Ship `clang` in rustup too

Hello, Rust is using custom fork of llvm and builds it every time, so it should not be a big change. Sometimes you need to use clang too, and it is tricky - building it yourself to match rust's version is not scalable.

What are your thoughts on this?

2 Likes

Rust isn't really using a custom fork of LLVM, almost all patches to LLVM get merged upstream first. That being said, a while ago I added a flag to build clang along with rustc here, and I work with some people who use rustc+clang+llvm plugins together (therefore we need a matching llvm), so I'd be happy if clang would be shipped as part of the binary tools which we already provide.

5 Likes

@josh Since you're on the Rust team and also seem to be interested, what would be the right step forward? I'll have a bit of time in December once my autodiff upstreaming is done. I assume shipping clang is pretty straightforward from a technical point, so shall I just ask around on zulip, or does this need an MCP or something?

I'm not on any Rust team that's in a position to approve this. I don't actually know what team is responsible for approving new rustup components. Best guess: t-release maybe?

I want to clarify one thing: if it's going to make it, for which architectures will it be shipped? For example we need both x86 and arm clang compilers (target)

Not a rustup developer, but if we're going to do this I wonder if it wouldn't make sense to have a unified way to handle target CPU arches in rustup so that target-specific std and clang builds are handled in a uniform fashion.

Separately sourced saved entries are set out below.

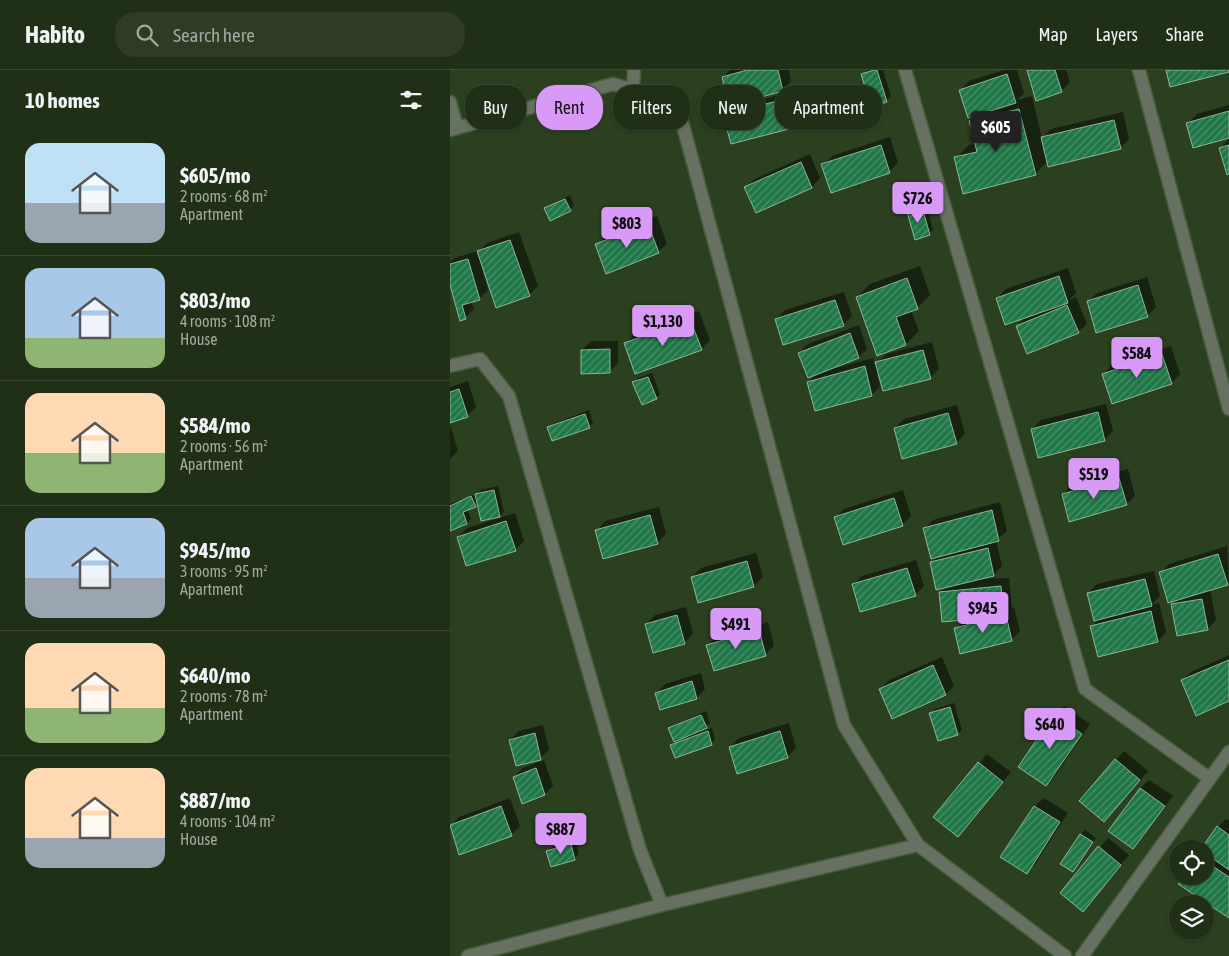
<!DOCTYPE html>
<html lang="en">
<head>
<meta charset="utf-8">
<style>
  :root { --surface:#203016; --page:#2d3c23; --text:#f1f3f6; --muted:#a2a9a1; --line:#3d4b35; --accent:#d99af7 }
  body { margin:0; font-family:"Asap Condensed",sans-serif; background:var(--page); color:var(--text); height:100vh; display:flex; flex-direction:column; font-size:19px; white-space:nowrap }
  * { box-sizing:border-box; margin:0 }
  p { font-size:16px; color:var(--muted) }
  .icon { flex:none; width:28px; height:28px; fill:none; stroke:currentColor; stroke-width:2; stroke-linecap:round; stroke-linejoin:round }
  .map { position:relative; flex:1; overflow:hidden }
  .side { display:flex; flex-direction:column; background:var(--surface); width:450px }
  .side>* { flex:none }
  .banner { position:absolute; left:15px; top:15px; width:475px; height:45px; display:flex; gap:10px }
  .fabs { position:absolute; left:719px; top:770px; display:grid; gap:10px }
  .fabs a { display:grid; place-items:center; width:45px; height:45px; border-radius:50%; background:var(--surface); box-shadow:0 1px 4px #0004,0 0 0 1px var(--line); font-size:25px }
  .price { position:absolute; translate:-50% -42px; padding:0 11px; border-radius:5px; background:var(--accent); color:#111; font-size:16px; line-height:32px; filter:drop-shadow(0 1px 2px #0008) }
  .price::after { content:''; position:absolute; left:50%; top:30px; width:15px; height:11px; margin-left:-8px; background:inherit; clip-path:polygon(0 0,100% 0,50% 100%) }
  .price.on { background:#222; color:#fff }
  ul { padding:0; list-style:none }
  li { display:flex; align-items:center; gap:15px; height:125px; padding:0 25px }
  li+li { border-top:1px solid var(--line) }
  li span { display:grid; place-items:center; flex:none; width:140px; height:100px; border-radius:15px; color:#555 }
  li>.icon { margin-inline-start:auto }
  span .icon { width:60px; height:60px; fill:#fffc; stroke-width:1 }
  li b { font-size:21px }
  h2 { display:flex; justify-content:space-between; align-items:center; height:60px; padding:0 25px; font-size:21px }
  .chip { padding:0 18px; border-radius:20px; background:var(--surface); box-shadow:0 1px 4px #0004,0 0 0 1px var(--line); font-size:18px; line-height:45px }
  .chip.on { background:var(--accent); color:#111 }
  header { display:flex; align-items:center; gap:30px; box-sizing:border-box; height:70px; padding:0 25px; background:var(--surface); border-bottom:1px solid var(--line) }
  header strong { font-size:24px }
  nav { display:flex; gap:28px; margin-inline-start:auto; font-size:18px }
  .search { width:350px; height:45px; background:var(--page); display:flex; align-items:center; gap:12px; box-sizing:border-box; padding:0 18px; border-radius:20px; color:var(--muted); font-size:19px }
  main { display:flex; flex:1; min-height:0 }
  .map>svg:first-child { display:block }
  .shadow { fill:#0007 }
  .building { fill:url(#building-hatch); stroke:#8cb699 }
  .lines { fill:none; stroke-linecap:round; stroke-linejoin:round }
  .minor-casing { stroke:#485c3c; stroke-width:15 }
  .minor { stroke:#667161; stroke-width:12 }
</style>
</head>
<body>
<header>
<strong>Habito</strong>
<div class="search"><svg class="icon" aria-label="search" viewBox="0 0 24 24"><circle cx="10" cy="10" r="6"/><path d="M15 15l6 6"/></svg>Search here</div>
<nav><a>Map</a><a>Layers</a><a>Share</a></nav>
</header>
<main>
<section class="side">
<h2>10 homes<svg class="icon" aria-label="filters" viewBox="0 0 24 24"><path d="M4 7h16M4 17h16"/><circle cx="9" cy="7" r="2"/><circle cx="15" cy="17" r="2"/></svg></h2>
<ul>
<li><span style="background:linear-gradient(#bfe0f5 60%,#9aa5b1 0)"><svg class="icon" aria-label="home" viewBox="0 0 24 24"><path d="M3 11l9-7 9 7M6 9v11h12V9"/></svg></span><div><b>$605/mo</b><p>2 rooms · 68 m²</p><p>Apartment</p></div></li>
<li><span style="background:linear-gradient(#a9c7e8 70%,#8fb573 0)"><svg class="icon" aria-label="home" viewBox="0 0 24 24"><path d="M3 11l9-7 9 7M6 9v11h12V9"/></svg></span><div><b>$803/mo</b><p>4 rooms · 108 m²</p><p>House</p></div></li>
<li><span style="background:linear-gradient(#ffd9b3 60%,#8fb573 0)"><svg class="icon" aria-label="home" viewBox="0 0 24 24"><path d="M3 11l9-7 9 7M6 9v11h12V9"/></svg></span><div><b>$584/mo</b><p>2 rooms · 56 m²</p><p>Apartment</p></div></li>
<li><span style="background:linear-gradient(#a9c7e8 60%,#9aa5b1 0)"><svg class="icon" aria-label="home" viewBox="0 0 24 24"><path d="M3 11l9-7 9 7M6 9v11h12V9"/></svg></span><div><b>$945/mo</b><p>3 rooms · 95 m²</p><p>Apartment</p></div></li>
<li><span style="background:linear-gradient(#ffd9b3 65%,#8fb573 0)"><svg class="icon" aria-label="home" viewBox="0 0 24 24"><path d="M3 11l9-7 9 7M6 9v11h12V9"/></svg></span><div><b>$640/mo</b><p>2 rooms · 78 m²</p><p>Apartment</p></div></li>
<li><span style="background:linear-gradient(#ffd9b3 70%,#9aa5b1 0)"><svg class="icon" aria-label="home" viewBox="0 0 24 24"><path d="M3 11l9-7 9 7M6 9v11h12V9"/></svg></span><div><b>$887/mo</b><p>4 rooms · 104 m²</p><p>House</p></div></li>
</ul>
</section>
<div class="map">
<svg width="779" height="886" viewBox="0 0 779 886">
  <defs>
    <pattern id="building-hatch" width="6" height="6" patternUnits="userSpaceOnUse" patternTransform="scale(1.25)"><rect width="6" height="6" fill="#207747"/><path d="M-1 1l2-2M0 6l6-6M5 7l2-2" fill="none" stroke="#4b916a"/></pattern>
  </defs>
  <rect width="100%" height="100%" fill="#2b401e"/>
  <!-- shadow -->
  <path class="shadow" d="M280,0H339L341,11L333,20L280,34L273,7Z
    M418,0H433L441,26L437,30L422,35L412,5Z
    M554,0H567L574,23L567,30L582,26L592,68L601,59L673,42L679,69L670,78L598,91L585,104L506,88L519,75L526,73L521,52L529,44L511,20L519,11Z
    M579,0H616L620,12L611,21Z
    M344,21L351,48L342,57L275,45L284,37Z
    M779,35V67L738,53L747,44Z
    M440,67L448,93L439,102L373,95L382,86Z
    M779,69V103L770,78Z
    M360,84L370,108L362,117L306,141L296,117L305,109Z
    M120,125L124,136L120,140L95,139Z
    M476,134L483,160L479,164L458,142L462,138Z
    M207,146L217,174L208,182L147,174L155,166Z
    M69,162L88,216L79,225L32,198L38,220L29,229L21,231L24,239L15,248L0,210V192L5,188L27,181V183L37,173Z
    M470,196L480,225L467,238L461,240L469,261L456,274L428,284L407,227L420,214Z
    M618,198L626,223L619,230L626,227L637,254L628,262L567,256L578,245L547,228L556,219Z
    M697,207L706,237L697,246L638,232L647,223Z
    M394,222L402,246L393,255L326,249L335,240Z
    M249,241L260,270L251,279L176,273L184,265Z
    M409,255L417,279L409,287L381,298L382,299L423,288L425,295L436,284L482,272L489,299L480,308L427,305L430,316L422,325L359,312L368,302L349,283L358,274Z
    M141,271H168V293L159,302L132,280Z
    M721,276L730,304L722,313L663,332L654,304L662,295Z
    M202,303L210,324L206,328L184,313L188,308Z
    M18,311L26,337L17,346L0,351V317Z
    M656,334L663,361L654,370L582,359L591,350Z
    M507,335L515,364L506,373L445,358L454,349Z
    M139,340L143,353L139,357L99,358L103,354Z
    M0,354L8,381L0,389Z
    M678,399L685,426L677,434L613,424L622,415Z
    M48,416L54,442L50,446L28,432L17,439L21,449L17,453L0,460V434L26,425L31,420Z
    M453,420L461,446L453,454L394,474L385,448L394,439Z
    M550,432L557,461L546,471L552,496L544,505L527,509L559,508L562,538L564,537L570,561L561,570L505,559L516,548L491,522L497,516L481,493L487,486L474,459L483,450Z
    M209,437L216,464L207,473L147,460L155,451Z
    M65,443L74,471L65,480L8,467L17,458Z
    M777,476L779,512L760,519L766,550L758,559L723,535L729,528L710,503L719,494Z
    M306,483L313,507L304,516L242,507L251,498Z
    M466,490L474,516L465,525L403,515L412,506Z
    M704,501L710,526L701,535L709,533L716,562L708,571L642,556L650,548L638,523L647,514Z
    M236,537L243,564L234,573L196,554L205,545Z
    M318,552L324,576L315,585L258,575L266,567Z
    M779,585V630L732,610L741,602Z
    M492,587L504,616L496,624L430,619L439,610Z
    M251,603L255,619L247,628L207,623L215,614Z
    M504,633L512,660L507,664L481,643L485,639Z
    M614,636L640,654L605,706L596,715L605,645Z
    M256,641L260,653L250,660L251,662L262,658L265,669L261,674L221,675L225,671L220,659L224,655Z
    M339,653L346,678L337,687L280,677L289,668Z
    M93,655L99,680L90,688L60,670L69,661Z
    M674,681L698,701L663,741L666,690Z
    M537,684L561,702L508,766L485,747Z
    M94,690L103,716L95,724L64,707L73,698Z
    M699,710L723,726L683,777L690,718Z
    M60,728L70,756L61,765L10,783L0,756L9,747Z
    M594,728L618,743L585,794L577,802L552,787L585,736Z
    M776,749L779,750V846L755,806V779L768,757Z
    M635,760L646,768L623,801L631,764Z
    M658,768L679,785L633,840L612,823Z
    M125,770L129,784L124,789L98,781L102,777Z"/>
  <!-- building -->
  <path class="building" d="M297,0H328L333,21L279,36L272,7Z
    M424,0H427L437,32L421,37L411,4Z
    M577,0H605L612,22L586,31Z
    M716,0H779V2L720,17Z
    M557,4L566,33L518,48L509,20Z
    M335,29L343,58L281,74L273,45Z
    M569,39L586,105L513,124L504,87L527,82L519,51Z
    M779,41V68L743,78L736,53Z
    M664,50L671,79L598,97L591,67Z
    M431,75L440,103L381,123L371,94Z
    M779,75V104L777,105L769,78Z
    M351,92L362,118L306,143L294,117Z
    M115,129L121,141L100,151L94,138Z
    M472,137L480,165L465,170L457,142Z
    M198,154L209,183L156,204L145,174Z
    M60,170L80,226L46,238L27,181Z
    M18,189L30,230L12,235L16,249L10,251L0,215V194Z
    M609,206L618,233L555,255L546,228Z
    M457,208L468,239L446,247L456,275L427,286L406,227Z
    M688,215L698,247L646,263L637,231Z
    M385,230L394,256L333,275L325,249Z
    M617,235L629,263L577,284L566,256Z
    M240,249L252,280L185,304L174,273Z
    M400,263L409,288L358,308L348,283Z
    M160,279V303L131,304V280Z
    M473,280L481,309L433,321L425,292Z
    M712,284L722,314L662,334L652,304Z
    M415,296L422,326L365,341L357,312Z
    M198,307L207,329L192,335L182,312Z
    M9,319L18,347L0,353V322Z
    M648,342L655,371L588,388L581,359Z
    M498,343L507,374L452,389L444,358Z
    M135,344L140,358L102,371L97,357Z
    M669,408L677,435L619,452L612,424Z
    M44,420L50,447L31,451L25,424Z
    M21,426L26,437L13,442L17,454L0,461V436Z
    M444,428L453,456L393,475L384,447Z
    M542,440L549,471L481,489L473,458Z
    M200,445L208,474L153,489L145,460Z
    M56,451L66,481L16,496L7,467Z
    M538,478L544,506L486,520L480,492Z
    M768,484L778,515L718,533L709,502Z
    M297,491L304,517L248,533L241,507Z
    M457,498L466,526L410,542L402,514Z
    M695,509L702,536L644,551L637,523Z
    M551,516L554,546L492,552L489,522Z
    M752,529L758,560L727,566L721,534Z
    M701,541L708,572L648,587L640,556Z
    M227,545L235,574L203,583L195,554Z
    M556,545L562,571L510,584L504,558Z
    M309,560L316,586L264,601L256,575Z
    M779,590V631L746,646L731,610Z
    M483,595L496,625L442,649L429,619Z
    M242,611L247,629L210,640L205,623Z
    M500,637L508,665L488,671L479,643Z
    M604,644L632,664L596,716L568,697Z
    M251,645L257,658L224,672L218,658Z
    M258,661L262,675L225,688L220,675Z
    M330,661L338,688L287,704L279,677Z
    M85,663L91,690L66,696L59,670Z
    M665,689L690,710L654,752L629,731Z
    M528,692L553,712L508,767L483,747Z
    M86,698L95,725L72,734L63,707Z
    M690,718L715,736L683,779L658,761Z
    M51,736L62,766L9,785L0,755Z
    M584,736L610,752L577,804L550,787Z
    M767,756L779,765V800L755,783V779H751Z
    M630,764L643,772L623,802L610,794Z
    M121,774L125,790L101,797L96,781Z
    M648,776L671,795L633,842L610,823Z
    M755,791L779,807V848L728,814L734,806H755Z"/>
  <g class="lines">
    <defs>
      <path id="minor" d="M455,0L635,619L759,708
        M689,0L779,339
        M183,20L184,0
        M0,32L7,58
        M0,60L163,14L183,20L231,48L394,655L468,775L615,886
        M0,296L30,289L59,326L190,780L212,835
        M18,886L212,835L468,775
        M632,886L779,682"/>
    </defs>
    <!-- minor casing -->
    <use href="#minor" class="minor-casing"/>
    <!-- minor -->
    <use href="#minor" class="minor"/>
  </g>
</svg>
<div class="fabs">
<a><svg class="icon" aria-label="locate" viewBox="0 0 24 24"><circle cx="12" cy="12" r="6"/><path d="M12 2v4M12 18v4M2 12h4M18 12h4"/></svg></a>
<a><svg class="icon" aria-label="layers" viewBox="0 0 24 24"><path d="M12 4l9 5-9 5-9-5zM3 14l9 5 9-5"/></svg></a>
</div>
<b class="price on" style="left:546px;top:83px">$605</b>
<b class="price" style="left:468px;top:154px">$726</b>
<b class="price" style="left:177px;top:179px">$803</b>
<b class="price" style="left:213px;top:277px">$1,130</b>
<b class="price" style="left:687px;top:309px">$584</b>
<b class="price" style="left:644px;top:430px">$519</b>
<b class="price" style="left:533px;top:564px">$945</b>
<b class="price" style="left:286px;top:580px">$491</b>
<b class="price" style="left:600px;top:680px">$640</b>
<b class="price" style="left:111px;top:785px">$887</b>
<div class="banner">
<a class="chip">Buy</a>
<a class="chip on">Rent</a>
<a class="chip">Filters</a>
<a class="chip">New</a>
<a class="chip">Apartment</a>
</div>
</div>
</main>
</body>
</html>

I have a concern that it will be shipping pre-release clang binaries. Is there any hope of shipping the latest-tagged clang (that is compatible) with it rather than some snapshot? As a CMake developer/maintainer, I really don't want to have to make a RustupClang compiler ID to encapsulate this custom build.

I expect LLVM's C++ api to be sufficiently unstable that you can't use a pre-release version of LLVM with the latest stable release of clang. Rustc already only works across multiple LLVM versions thanks to conditional compilation and rustc uses the much more stable C api where possible. Clang doesn't use any conditional compilation based on the LLVM version as it is expected to be built against a single LLVM version and it exclusively uses LLVM's C++ api.

Why would that need to be? If the end user doesn't specify this clang version as C compiler it wouldn't be used as I expect the clang copy to either be put somewhere in lib/rustlib in the rustc sysroot (which isn't part of PATH) or to be called rust-clang to avoid conflicts with the system clang installation. (both measures are taken for rust's copy of lld)

If it's not going to be used, what are we shipping it for? Or are you saying no one would use such a clang to build anything with CMake? Because CMake has version checks for Clang and, AFAIK, all in-development code is versioned the same without distinguishing characteristics for CMake to deal with broken stuff. So maybe a disclaimer of "clang is a development snapshot and may not represent any level of stability recognized by full releases" would be good? But then…is that any good for those asking for this?

I did expect it would be used if and only if the user decides to use it, not automatically just because you have rustc installed on your system.

Is clang often that broken that you actually need to distinguish between patch releases as opposed to only needing to distinguish between major releases for knowing if you can use newly introduced features?

Google for example is maintaining an infrastructure just to test that LLVM HEAD can be used to compile both rustc and clang based on the same LLVM commit. Everything except the exactly same LLVM commit also has a chance of causing very weird issue, so shipping a clang that is just based on a similar LLVM than the corresponding rustc is pretty much unusable in my opinion. The motivation of Google, me, and I'd guess other people supporting this is Cross-Language-LTO and for that the relevant factor is that you use one LLVM commit for both clang and rustc, and whether that clang is an "official" release or not doesn't matter. Does that answer for what we need it?

That is very true on LLVM HEAD, but it's less of a problem on the release branches, even before the actual release. Rust's bundled LLVM has only been pulling from release branches for a long while now.

Oh sure, it being the default CC would be silly, but that just makes its use from CMake less, not zero.

There are checks in CMake for things that are more bleeding edge (especially around modules) and without a way to detect which side of the "fixes a bug that matters" commit is in use, it's hard. With custom builds, one can say "just get a newer LLVM/Clang", but when something is distributed like this, it's harder to say "you need to update your development snapshot".

Are you concerned that rustup would ship a commit between 2 releases? Like between 19.1.3 and 19.1.4? Afaik it is not going to happen

A commit in that range is unlikely to cause issues. My concern is more about commits between 18.0.0 and 19.0.0. If LLVM's release branch is used and a suitably tagged clang could be used with it, that resolves a lot of my concern.